Programs like Alteryx have opened up the world of ETL to other people besides programmers and have made it possible for people with a lot of domain knowledge to start exploring their data.
One of the things that Alteryx has done, besides giving you some basic tools like Select and Join, is give “catch-all”-tools like Cleansing and Auto-Field. These tools are easily implemented by people who might not know which data type would be best suited for their data.
We’ve always told our clients to be careful with tools like Auto-Field because they might give unexpected results due to data errors but discounting these situations:
Can or should these training wheel tools still be used by more experienced users?
We’ve already read multiple topics and murmurings of more experienced users, letting others know that the Cleansing Tool isn’t as efficient as it could (link) be but how much is it really costing in terms of time? To figure that out, we’ve set up “The Experiment”.
Preparing The Experiment
We’ve taken a clean dataset consisting of 34.959.672 rows and 6 columns
Using a Random Sample Tool, we’ve taken 20% of the set and had the Multi-Field Formula Tool make a mess of it for us :
IF (rand()*10)<2 then null() else [CurrentField] endif
This randomly introduced the needed nulls in our data that the flow had to clean up. After this, we’ve re-unioned the data back onto the entire set, giving us 41.951.606 records to work through.

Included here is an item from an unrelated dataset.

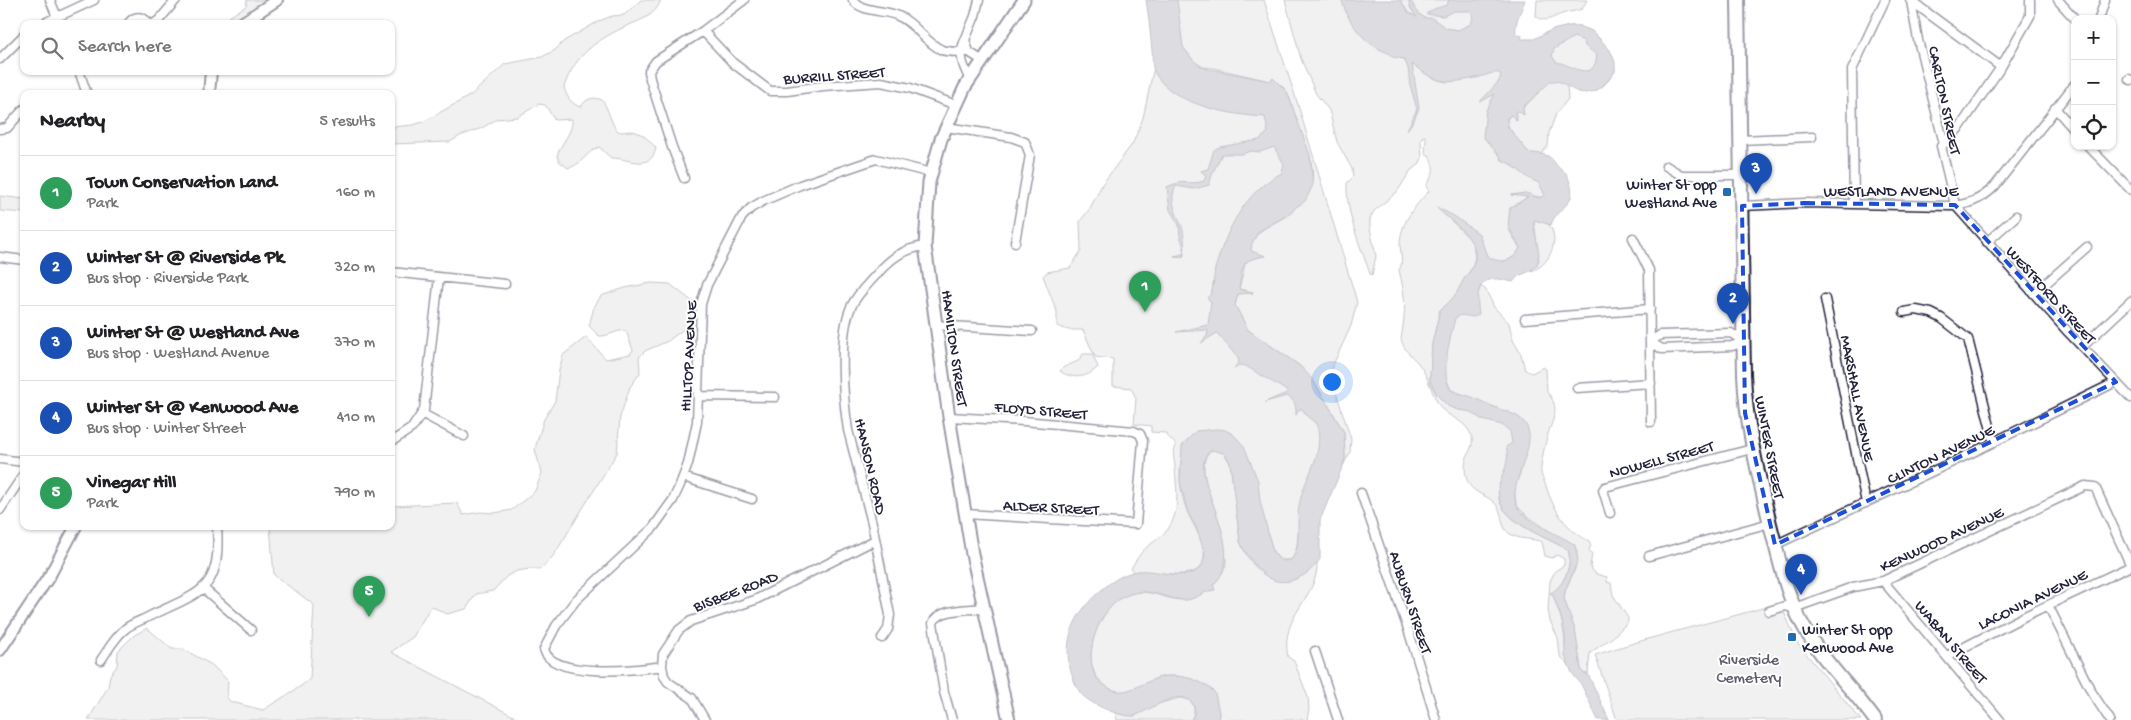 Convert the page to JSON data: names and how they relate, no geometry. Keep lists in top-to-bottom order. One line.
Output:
{"streets":{"main road":["HAMILTON STREET","WINTER STREET"],"street":["BURRILL STREET","CARLTON STREET","WESTLAND AVENUE","WESTFORD STREET","HILLTOP AVENUE","MARSHALL AVENUE","FLOYD STREET","CLINTON AVENUE","NOWELL STREET","HANSON ROAD","ALDER STREET","KENWOOD AVENUE","BISBEE ROAD","LACONIA AVENUE","AUBURN STREET","WABAN STREET"]},"crossings":[["BURRILL STREET","HAMILTON STREET"],["CARLTON STREET","WESTLAND AVENUE"],["CARLTON STREET","WESTFORD STREET"],["WESTLAND AVENUE","WESTFORD STREET"],["WESTLAND AVENUE","WINTER STREET"],["WESTFORD STREET","CLINTON AVENUE"],["HAMILTON STREET","HILLTOP AVENUE"],["HAMILTON STREET","FLOYD STREET"],["HAMILTON STREET","HANSON ROAD"],["HAMILTON STREET","ALDER STREET"],["HILLTOP AVENUE","BISBEE ROAD"],["MARSHALL AVENUE","CLINTON AVENUE"],["FLOYD STREET","ALDER STREET"],["WINTER STREET","CLINTON AVENUE"],["WINTER STREET","NOWELL STREET"],["WINTER STREET","KENWOOD AVENUE"],["HANSON ROAD","BISBEE ROAD"],["KENWOOD AVENUE","LACONIA AVENUE"],["KENWOOD AVENUE","WABAN STREET"],["LACONIA AVENUE","WABAN STREET"]],"parks":["Riverside Cemetery"],"places":{"transit":["Winter St opp Westland Ave","Winter St opp Kenwood Ave"]},"page":{"map_buttons":["+","−"],"search":"Search here","heading":["Nearby","5 results"],"pins":["3","1","2","4","5"],"list":[{"mark":"1","name":"Town Conservation Land","note":"Park","value":"160 m"},{"mark":"2","name":"Winter St @ Riverside Pk","note":"Bus stop · Riverside Park","value":"320 m"},{"mark":"3","name":"Winter St @ Westland Ave","note":"Bus stop · Westland Avenue","value":"370 m"},{"mark":"4","name":"Winter St @ Kenwood Ave","note":"Bus stop · Winter Street","value":"410 m"},{"mark":"5","name":"Vinegar Hill","note":"Park","value":"790 m"}]}}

But to make it a bit more obvious I used the Append Tool to blow this dataset up to 839.032.120 rows and 8 columns.
After Caching our Preparations to account for the randomness in this build, we can finally start our flow with the data :
Year | Age | Ethnic | Sex | Area | count | Extra String | Extra Int |
2018 | 0 | [NULL] | 1 | 1 | 795 | yes | 1 |
2018 | 0 | 1 | 1 | 1 | 795 | yes | [NULL] |
2018 | 0 | 1 | 1 | 1 | [NULL] | yes | 3 |
The Contenders
The Challenge consist of 2 challenging teams :
– The Training wheels, consisting of the Auto-field toolset on all of the columns and a Cleansing tool, set up to exchange nulls for either empty strings or 0’s.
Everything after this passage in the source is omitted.